3. Complete your refurb

Just like any property purchase, add value with a refurb – and, don’t forget to leave sufficient SIPP funds available for the works. Bear in mind that your SIPP provider will be writing the cheques to the tradesmen, so use insured and reliable trades to complete the work (so, no ‘cash in hand’ types!).

Top tip: Refurb your commercial property with the tenant in mind – as ultimately a tip-top property means that an incoming business needs to spend less on getting the property to their spec, and so a higher rent can be charged. Businesses generally prefer to conserve capital for expanding their business (marketing, equipment etc) rather than spend ‘dead money’ on basic property costs. See

4. Let and forget

Unlike residential property, commercial property is normally let on an ‘FRI’ basis: Fully Repairs and Insuring. This means that the tenant pays for general repairs and pays to insure the property. For many residential property investors, this comes as a revelation – no more tenant call-outs for leaky taps! However the SIPP still has general responsibility for the building itself (e.g. roof) although the tenant would typically pay for cosmetic works, tarmacking etc.

Typical leases are for 10 years, with a 5 year break clause, and there may be an ‘upward only’ rent review at specified intervals. Of course, as moving premises is often incredibly disruptive for a business, assuming that the tenant has a sound business, there may not be a tenant change for many years, and the gross rent could be all profit with no deductions.

Top tip: If the commercial property has had an ‘opt to tax’ put in place by the vendor, then VAT would generally be payable on the purchase (assuming the property isn’t to be converted to residential, which wouldn’t be possible within a SIPP). So, an office on which VAT is payable on the rent would be more attractive to VAT-registered tenants. Also, bear in mind that VAT could be reclaimed on refurb costs by the SIPP (normally the SIPP provider would file quarterly VAT returns).

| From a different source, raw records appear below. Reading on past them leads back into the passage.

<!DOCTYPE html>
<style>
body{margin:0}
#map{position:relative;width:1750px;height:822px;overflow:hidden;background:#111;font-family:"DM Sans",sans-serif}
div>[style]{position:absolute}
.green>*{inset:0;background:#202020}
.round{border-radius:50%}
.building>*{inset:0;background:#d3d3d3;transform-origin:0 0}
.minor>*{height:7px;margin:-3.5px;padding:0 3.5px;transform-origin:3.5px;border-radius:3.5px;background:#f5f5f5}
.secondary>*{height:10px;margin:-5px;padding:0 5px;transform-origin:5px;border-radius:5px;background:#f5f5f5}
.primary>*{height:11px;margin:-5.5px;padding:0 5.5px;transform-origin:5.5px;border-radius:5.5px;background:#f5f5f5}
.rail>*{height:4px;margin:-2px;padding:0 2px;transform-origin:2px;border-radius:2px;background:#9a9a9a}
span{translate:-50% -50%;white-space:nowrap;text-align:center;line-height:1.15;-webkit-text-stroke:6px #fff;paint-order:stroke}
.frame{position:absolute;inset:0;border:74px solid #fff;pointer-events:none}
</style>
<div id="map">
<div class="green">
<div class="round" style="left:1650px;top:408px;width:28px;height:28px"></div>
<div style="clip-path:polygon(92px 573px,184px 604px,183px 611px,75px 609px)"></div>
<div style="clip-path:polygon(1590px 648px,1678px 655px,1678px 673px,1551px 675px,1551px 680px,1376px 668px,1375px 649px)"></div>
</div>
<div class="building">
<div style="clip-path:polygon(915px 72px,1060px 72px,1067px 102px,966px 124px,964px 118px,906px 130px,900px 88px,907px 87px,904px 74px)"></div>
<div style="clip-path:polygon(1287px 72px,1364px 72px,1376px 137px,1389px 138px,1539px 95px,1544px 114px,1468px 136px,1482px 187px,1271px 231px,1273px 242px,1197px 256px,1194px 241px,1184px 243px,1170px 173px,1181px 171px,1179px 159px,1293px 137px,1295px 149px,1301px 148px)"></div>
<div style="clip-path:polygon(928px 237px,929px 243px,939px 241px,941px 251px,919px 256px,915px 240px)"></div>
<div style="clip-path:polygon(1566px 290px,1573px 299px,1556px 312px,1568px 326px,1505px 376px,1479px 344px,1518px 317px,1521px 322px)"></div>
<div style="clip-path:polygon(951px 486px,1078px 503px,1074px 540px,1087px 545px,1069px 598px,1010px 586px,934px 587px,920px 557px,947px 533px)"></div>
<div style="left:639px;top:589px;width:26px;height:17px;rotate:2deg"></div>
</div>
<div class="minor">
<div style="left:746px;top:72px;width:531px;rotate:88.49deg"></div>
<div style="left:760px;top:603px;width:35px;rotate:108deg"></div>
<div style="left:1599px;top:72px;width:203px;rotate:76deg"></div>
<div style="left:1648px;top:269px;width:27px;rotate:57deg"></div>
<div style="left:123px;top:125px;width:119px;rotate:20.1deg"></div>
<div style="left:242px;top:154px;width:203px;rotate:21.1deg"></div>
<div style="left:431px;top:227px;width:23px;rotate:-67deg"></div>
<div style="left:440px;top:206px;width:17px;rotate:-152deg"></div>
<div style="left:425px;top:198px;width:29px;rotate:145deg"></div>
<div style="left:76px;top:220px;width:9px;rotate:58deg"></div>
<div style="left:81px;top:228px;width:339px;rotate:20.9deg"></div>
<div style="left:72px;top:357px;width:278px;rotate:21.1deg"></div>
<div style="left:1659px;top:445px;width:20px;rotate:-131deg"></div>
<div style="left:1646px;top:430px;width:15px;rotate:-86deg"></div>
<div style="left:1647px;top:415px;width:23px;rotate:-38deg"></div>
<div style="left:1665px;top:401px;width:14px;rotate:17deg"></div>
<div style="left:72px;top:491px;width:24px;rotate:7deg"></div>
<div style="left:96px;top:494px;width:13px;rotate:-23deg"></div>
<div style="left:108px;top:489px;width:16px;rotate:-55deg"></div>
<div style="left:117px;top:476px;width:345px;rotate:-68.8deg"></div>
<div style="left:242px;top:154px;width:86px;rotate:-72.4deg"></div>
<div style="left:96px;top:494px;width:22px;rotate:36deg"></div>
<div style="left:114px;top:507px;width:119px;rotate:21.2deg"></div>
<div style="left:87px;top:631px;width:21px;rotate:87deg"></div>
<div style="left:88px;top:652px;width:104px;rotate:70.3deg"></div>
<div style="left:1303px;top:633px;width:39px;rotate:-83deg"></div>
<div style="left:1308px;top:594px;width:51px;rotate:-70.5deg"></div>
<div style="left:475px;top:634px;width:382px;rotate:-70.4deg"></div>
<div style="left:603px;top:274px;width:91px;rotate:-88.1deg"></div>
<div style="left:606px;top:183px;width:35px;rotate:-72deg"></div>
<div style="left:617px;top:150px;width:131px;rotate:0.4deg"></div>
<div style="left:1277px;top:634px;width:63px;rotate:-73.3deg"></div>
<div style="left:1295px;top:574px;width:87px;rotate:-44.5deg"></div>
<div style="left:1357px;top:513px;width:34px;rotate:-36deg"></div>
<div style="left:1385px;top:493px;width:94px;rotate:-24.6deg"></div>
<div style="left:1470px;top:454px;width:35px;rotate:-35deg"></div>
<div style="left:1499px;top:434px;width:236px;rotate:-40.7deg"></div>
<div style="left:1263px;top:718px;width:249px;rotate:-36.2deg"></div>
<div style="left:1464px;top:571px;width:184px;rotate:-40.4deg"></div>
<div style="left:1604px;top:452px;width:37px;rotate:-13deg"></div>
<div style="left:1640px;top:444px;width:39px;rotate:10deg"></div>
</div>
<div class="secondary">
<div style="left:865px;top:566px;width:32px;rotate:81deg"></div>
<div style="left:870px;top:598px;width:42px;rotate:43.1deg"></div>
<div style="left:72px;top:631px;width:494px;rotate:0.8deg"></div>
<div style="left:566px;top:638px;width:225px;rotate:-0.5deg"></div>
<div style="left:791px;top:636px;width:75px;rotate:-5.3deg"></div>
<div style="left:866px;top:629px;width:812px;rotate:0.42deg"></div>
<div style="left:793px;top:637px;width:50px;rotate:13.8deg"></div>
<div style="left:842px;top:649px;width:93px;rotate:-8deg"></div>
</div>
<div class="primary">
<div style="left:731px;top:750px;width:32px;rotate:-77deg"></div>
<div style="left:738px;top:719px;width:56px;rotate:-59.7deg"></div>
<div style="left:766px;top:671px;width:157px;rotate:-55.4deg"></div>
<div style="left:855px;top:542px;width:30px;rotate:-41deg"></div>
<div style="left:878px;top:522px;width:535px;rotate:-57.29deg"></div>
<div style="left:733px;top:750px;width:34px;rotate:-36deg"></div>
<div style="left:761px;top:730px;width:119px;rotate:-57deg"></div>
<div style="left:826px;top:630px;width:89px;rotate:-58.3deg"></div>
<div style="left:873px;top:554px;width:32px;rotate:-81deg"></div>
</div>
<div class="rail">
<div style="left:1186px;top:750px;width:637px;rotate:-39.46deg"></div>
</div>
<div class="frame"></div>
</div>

Until recently, many property investors took little interest in pensions as part of their overall investment strategy. However with the new mortgage interest relief rules making pension contributions more attractive and with many investors already having pension funds languishing in existing schemes, using a pension to fund commercial property investment is an interesting, and tax-free, option to look into.

Disclaimer: Please note that this article is intended to provide a brief introduction to how a SIPP can be set up and used to fund commercial property investment. Nothing in this article is intended to amount to financial advice and you should seek your own intended financial advice before making any decision regarding your pension.